## What the exercise asks
A word-for-word copy of the listing is required, and it must contain no pictures.
───── Data to process
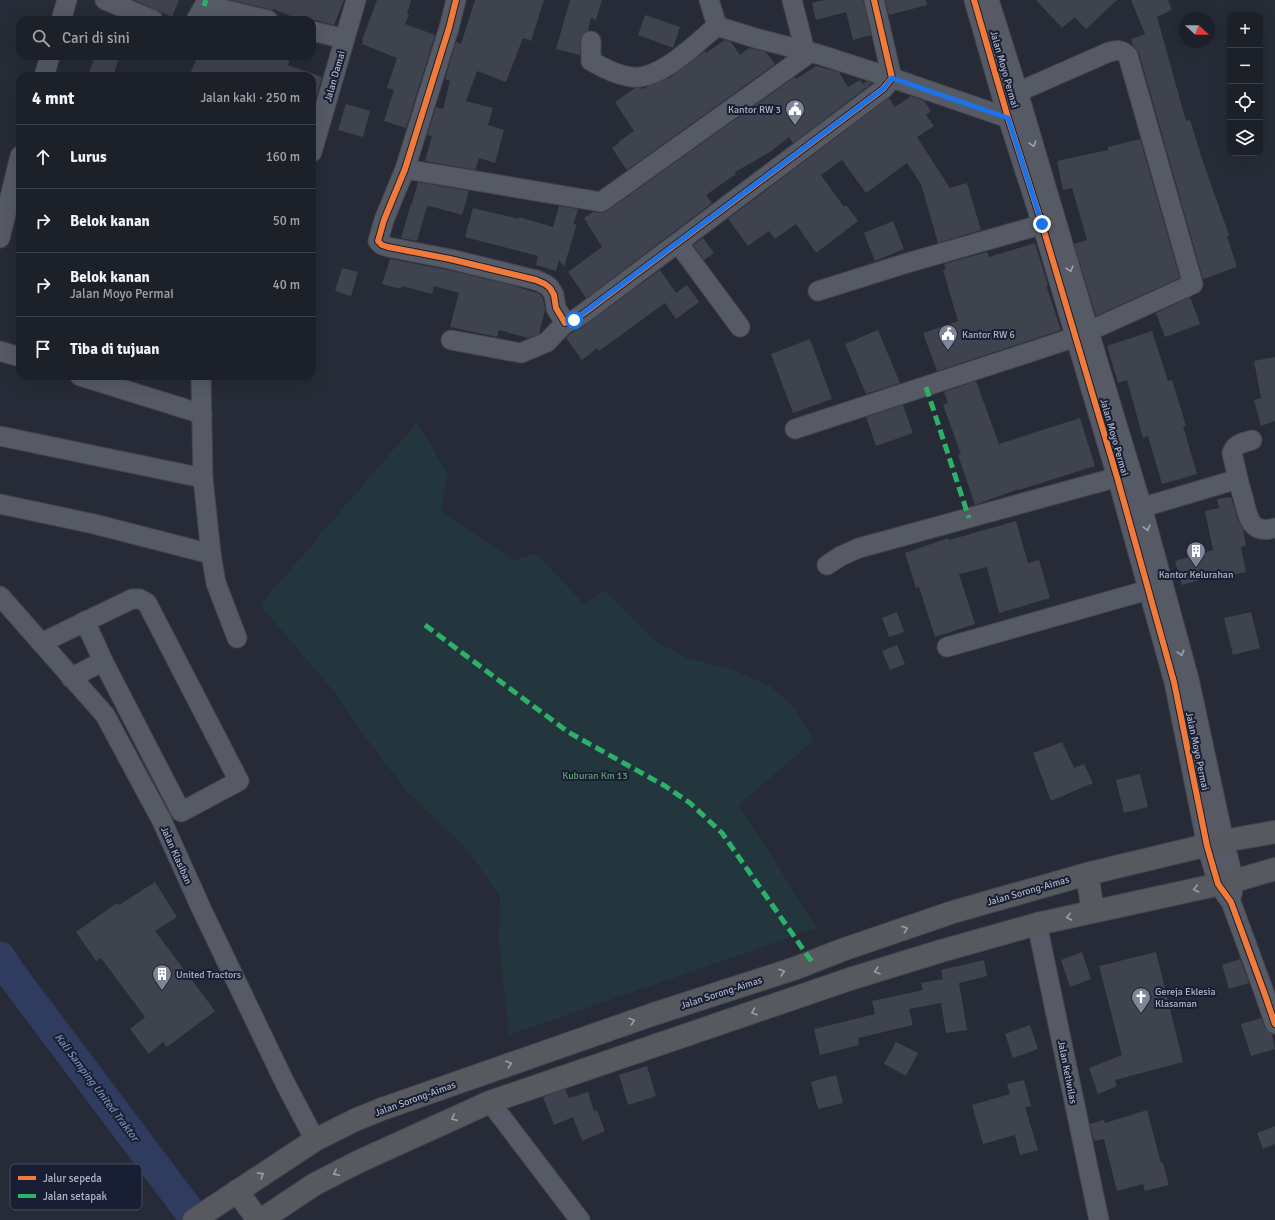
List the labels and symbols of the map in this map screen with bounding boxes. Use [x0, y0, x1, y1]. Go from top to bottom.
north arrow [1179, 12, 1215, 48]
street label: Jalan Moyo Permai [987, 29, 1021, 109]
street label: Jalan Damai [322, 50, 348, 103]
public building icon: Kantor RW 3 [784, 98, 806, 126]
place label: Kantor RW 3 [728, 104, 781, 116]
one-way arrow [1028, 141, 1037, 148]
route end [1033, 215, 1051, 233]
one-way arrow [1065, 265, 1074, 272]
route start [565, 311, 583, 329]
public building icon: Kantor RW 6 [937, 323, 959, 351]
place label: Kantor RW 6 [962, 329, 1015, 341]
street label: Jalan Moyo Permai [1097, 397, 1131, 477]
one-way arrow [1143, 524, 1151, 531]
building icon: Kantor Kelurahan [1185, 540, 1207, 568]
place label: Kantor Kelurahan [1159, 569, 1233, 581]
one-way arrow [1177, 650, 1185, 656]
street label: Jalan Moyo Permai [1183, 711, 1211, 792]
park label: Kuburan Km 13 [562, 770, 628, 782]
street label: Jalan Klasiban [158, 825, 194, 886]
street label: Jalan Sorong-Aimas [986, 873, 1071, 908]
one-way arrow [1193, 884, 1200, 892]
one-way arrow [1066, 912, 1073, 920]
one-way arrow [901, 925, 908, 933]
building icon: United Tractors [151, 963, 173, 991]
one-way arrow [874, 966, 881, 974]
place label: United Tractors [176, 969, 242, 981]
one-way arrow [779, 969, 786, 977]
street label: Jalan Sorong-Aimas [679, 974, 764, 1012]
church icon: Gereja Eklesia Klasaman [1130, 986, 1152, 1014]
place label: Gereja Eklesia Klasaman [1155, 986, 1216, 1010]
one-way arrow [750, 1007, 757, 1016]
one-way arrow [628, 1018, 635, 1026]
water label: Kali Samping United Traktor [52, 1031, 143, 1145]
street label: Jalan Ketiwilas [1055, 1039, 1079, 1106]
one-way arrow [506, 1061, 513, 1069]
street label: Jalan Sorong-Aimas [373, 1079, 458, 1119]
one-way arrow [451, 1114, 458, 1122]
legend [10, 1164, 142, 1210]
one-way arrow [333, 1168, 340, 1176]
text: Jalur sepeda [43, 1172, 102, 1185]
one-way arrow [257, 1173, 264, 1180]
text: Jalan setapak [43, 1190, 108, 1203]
──────────
## Answer to the exercise
List the labels and symbols of the map in this map screen with bounding boxes. Use [x0, y0, x1, y1]. Go from top to bottom.
north arrow [1179, 12, 1215, 48]
street label: Jalan Moyo Permai [987, 29, 1021, 109]
street label: Jalan Damai [322, 50, 348, 103]
public building icon: Kantor RW 3 [784, 98, 806, 126]
place label: Kantor RW 3 [728, 104, 781, 116]
one-way arrow [1028, 141, 1037, 148]
route end [1033, 215, 1051, 233]
one-way arrow [1065, 265, 1074, 272]
route start [565, 311, 583, 329]
public building icon: Kantor RW 6 [937, 323, 959, 351]
place label: Kantor RW 6 [962, 329, 1015, 341]
street label: Jalan Moyo Permai [1097, 397, 1131, 477]
one-way arrow [1143, 524, 1151, 531]
building icon: Kantor Kelurahan [1185, 540, 1207, 568]
place label: Kantor Kelurahan [1159, 569, 1233, 581]
one-way arrow [1177, 650, 1185, 656]
street label: Jalan Moyo Permai [1183, 711, 1211, 792]
park label: Kuburan Km 13 [562, 770, 628, 782]
street label: Jalan Klasiban [158, 825, 194, 886]
street label: Jalan Sorong-Aimas [986, 873, 1071, 908]
one-way arrow [1193, 884, 1200, 892]
one-way arrow [1066, 912, 1073, 920]
one-way arrow [901, 925, 908, 933]
building icon: United Tractors [151, 963, 173, 991]
one-way arrow [874, 966, 881, 974]
place label: United Tractors [176, 969, 242, 981]
one-way arrow [779, 969, 786, 977]
street label: Jalan Sorong-Aimas [679, 974, 764, 1012]
church icon: Gereja Eklesia Klasaman [1130, 986, 1152, 1014]
place label: Gereja Eklesia Klasaman [1155, 986, 1216, 1010]
one-way arrow [750, 1007, 757, 1016]
one-way arrow [628, 1018, 635, 1026]
water label: Kali Samping United Traktor [52, 1031, 143, 1145]
street label: Jalan Ketiwilas [1055, 1039, 1079, 1106]
one-way arrow [506, 1061, 513, 1069]
street label: Jalan Sorong-Aimas [373, 1079, 458, 1119]
one-way arrow [451, 1114, 458, 1122]
legend [10, 1164, 142, 1210]
one-way arrow [333, 1168, 340, 1176]
text: Jalur sepeda [43, 1172, 102, 1185]
one-way arrow [257, 1173, 264, 1180]
text: Jalan setapak [43, 1190, 108, 1203]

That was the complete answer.